● What you need to do
Lines from the records below that contain the word "scale" are to be copied out.

● Data records

[Start of section]

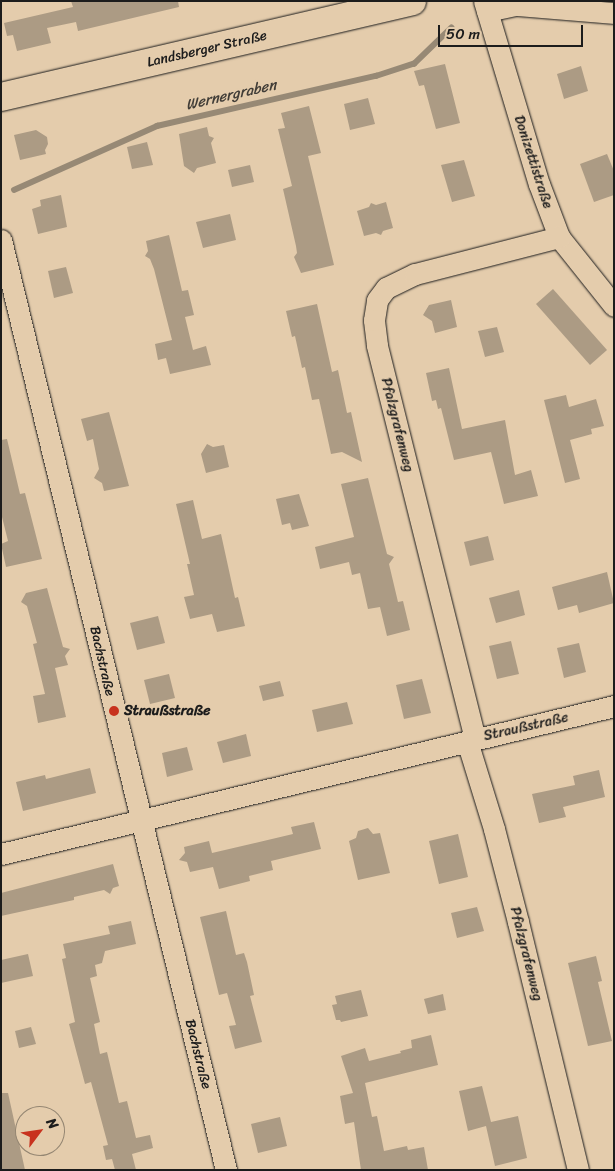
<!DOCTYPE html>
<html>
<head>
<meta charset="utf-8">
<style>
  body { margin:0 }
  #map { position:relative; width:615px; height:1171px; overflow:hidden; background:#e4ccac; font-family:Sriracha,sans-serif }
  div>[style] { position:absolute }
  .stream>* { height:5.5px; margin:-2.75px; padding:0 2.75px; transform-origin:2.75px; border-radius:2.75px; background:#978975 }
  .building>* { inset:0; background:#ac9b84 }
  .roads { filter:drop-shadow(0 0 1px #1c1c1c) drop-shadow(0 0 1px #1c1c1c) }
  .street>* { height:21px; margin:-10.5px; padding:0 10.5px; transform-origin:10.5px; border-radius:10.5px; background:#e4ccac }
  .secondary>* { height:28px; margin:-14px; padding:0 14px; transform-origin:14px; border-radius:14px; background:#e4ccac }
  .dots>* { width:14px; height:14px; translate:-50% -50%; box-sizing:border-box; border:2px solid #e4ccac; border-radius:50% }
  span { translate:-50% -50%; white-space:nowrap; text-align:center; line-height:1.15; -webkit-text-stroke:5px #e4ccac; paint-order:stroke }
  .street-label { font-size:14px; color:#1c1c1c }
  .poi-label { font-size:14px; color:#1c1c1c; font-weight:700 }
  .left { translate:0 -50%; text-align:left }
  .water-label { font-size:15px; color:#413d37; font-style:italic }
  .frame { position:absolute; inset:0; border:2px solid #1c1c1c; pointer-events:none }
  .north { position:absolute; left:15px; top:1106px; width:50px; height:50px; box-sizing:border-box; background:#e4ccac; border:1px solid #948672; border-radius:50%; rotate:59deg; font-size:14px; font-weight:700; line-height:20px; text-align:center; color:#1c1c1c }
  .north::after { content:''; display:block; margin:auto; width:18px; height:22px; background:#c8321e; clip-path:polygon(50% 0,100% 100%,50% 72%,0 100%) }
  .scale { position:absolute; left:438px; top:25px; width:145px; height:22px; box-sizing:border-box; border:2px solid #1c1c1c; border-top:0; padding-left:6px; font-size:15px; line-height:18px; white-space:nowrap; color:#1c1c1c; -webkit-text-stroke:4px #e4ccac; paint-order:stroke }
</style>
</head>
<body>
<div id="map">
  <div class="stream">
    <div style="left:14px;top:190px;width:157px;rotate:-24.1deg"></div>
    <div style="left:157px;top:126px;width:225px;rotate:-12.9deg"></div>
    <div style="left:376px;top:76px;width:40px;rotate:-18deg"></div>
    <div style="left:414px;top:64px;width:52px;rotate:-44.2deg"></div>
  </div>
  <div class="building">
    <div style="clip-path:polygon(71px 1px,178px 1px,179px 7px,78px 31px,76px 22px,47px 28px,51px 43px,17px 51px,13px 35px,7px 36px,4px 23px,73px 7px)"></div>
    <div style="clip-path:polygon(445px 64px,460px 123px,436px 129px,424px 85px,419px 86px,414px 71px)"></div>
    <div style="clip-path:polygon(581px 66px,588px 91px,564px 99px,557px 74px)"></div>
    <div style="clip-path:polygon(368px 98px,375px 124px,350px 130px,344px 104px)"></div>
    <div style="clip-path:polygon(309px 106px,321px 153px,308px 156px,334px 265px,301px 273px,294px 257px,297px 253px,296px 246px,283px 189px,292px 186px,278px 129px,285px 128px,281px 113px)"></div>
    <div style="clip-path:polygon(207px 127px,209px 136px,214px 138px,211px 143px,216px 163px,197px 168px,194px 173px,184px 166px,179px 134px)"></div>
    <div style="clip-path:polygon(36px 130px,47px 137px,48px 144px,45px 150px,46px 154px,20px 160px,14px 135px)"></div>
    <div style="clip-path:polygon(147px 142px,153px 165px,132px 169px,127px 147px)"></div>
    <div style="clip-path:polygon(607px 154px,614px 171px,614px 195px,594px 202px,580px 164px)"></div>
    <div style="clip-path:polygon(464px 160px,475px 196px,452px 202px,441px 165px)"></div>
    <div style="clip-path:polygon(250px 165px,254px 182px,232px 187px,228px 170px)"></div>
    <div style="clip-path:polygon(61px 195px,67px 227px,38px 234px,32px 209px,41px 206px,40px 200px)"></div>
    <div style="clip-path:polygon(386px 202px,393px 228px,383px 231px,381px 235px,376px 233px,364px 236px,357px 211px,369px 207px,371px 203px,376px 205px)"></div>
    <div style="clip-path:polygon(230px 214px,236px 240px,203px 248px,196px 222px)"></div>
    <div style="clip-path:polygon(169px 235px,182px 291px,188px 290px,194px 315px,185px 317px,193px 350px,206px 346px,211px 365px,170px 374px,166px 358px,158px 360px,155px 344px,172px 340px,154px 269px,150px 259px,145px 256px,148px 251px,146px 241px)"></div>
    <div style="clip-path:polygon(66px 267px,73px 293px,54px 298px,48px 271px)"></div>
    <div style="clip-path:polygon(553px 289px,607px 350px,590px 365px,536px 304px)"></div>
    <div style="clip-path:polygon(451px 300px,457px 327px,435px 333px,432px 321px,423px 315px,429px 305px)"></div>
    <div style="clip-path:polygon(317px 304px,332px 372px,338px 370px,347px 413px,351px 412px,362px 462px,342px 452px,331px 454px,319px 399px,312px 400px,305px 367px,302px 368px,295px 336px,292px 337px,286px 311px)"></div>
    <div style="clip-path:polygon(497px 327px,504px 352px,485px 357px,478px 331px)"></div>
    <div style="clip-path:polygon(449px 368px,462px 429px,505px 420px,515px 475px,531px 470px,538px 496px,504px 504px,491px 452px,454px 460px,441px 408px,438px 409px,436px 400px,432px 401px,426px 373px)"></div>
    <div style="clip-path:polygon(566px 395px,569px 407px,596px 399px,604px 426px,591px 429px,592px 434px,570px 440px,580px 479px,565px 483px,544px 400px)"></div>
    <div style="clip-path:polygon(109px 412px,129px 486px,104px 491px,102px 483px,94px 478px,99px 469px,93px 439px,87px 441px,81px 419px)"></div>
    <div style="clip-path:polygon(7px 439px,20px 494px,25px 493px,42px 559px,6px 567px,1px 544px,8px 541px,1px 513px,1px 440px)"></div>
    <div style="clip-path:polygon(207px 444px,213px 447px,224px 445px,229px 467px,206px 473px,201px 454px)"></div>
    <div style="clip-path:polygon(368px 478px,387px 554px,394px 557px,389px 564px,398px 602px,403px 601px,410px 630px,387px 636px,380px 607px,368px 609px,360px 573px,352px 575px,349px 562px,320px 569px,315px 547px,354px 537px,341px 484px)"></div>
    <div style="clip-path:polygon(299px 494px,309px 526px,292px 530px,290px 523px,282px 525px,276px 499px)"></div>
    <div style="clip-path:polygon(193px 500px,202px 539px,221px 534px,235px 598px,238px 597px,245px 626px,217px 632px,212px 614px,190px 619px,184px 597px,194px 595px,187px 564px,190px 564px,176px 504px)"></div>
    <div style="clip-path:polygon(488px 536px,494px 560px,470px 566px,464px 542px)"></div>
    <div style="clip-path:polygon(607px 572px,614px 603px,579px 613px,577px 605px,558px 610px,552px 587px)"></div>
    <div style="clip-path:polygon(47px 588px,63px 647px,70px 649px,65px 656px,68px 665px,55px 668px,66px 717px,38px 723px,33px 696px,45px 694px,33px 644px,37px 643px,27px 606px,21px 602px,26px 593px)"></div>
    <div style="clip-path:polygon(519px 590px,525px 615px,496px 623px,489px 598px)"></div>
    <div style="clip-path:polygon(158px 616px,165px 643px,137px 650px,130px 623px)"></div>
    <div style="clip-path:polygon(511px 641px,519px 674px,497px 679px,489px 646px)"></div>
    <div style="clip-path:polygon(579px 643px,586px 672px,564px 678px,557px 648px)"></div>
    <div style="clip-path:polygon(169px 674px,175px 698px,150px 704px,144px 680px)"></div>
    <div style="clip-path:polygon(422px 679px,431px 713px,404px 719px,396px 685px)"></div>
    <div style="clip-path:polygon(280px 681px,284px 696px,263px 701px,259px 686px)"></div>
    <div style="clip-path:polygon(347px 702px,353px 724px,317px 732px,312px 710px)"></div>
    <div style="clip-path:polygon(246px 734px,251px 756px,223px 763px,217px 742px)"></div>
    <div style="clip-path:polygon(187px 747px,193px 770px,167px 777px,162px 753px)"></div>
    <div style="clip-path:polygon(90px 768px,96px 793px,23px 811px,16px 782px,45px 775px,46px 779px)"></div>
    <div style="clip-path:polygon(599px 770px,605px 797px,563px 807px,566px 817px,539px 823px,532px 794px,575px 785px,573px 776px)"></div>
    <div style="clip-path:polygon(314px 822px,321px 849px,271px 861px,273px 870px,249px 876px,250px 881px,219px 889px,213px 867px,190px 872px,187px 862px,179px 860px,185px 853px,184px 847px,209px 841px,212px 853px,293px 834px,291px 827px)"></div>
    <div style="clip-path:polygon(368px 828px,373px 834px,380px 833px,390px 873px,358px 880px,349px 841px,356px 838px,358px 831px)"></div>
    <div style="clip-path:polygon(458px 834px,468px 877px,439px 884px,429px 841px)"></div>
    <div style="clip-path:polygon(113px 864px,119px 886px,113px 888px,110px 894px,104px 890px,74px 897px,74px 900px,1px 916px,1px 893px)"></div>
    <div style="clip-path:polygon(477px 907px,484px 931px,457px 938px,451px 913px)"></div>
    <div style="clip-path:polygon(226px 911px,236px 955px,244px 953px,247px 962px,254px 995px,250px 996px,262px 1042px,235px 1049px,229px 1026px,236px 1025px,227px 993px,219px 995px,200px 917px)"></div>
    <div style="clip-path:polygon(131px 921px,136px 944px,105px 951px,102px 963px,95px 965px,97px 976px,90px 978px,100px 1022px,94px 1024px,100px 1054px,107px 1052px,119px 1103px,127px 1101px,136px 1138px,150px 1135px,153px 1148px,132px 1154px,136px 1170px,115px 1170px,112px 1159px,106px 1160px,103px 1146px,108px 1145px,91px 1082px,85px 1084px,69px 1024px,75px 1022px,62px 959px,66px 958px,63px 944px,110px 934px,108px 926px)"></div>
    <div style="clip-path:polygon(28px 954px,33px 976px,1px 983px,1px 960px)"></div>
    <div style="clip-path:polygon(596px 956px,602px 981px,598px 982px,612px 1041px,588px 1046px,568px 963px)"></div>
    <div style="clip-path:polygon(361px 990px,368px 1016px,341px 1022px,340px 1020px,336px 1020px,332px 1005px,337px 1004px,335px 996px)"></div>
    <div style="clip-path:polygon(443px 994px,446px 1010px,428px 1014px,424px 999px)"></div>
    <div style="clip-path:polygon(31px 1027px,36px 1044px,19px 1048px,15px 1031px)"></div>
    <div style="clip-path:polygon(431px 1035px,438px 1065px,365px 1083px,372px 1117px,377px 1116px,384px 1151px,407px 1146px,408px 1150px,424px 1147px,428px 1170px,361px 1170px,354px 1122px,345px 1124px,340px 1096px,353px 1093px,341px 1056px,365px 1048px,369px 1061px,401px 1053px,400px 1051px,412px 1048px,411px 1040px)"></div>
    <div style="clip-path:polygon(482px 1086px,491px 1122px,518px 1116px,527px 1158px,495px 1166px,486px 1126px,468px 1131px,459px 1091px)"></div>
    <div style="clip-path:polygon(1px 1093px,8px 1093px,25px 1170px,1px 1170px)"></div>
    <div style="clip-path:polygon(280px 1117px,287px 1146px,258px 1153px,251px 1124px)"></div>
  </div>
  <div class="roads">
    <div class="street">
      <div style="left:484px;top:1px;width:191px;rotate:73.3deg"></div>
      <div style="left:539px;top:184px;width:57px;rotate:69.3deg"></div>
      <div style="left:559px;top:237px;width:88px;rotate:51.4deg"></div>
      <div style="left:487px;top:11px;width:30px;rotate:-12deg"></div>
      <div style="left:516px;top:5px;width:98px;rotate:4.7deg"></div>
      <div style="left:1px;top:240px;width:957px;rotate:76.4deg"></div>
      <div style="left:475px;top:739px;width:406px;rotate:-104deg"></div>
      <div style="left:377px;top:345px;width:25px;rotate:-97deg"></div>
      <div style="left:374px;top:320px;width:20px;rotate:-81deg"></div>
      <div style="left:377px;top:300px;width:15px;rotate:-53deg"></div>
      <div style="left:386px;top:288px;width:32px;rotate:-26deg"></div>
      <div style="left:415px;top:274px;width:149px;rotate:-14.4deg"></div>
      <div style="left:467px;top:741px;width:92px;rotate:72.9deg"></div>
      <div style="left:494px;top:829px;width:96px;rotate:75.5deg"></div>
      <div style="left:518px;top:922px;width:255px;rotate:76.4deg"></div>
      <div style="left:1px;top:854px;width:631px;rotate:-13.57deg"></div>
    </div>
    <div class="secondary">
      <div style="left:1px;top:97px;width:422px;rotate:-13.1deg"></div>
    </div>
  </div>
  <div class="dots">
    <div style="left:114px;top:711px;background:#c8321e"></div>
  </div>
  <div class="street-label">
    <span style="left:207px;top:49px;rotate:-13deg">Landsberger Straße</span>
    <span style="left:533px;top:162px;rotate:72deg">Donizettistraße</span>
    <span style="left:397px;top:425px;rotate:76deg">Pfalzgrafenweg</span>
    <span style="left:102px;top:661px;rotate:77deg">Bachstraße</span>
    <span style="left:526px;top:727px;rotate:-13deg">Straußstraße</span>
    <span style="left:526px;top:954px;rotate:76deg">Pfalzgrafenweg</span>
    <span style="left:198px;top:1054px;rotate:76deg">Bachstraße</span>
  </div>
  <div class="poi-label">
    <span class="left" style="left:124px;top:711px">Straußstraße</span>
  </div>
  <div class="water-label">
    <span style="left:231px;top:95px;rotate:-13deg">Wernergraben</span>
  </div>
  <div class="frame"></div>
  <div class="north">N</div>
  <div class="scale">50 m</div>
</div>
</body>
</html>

[End of section]

● Task response
  .scale { position:absolute; left:438px; top:25px; width:145px; height:22px; box-sizing:border-box; border:2px solid #1c1c1c; border-top:0; padding-left:6px; font-size:15px; line-height:18px; white-space:nowrap; color:#1c1c1c; -webkit-text-stroke:4px #e4ccac; paint-order:stroke }
  <div class="scale">50 m</div>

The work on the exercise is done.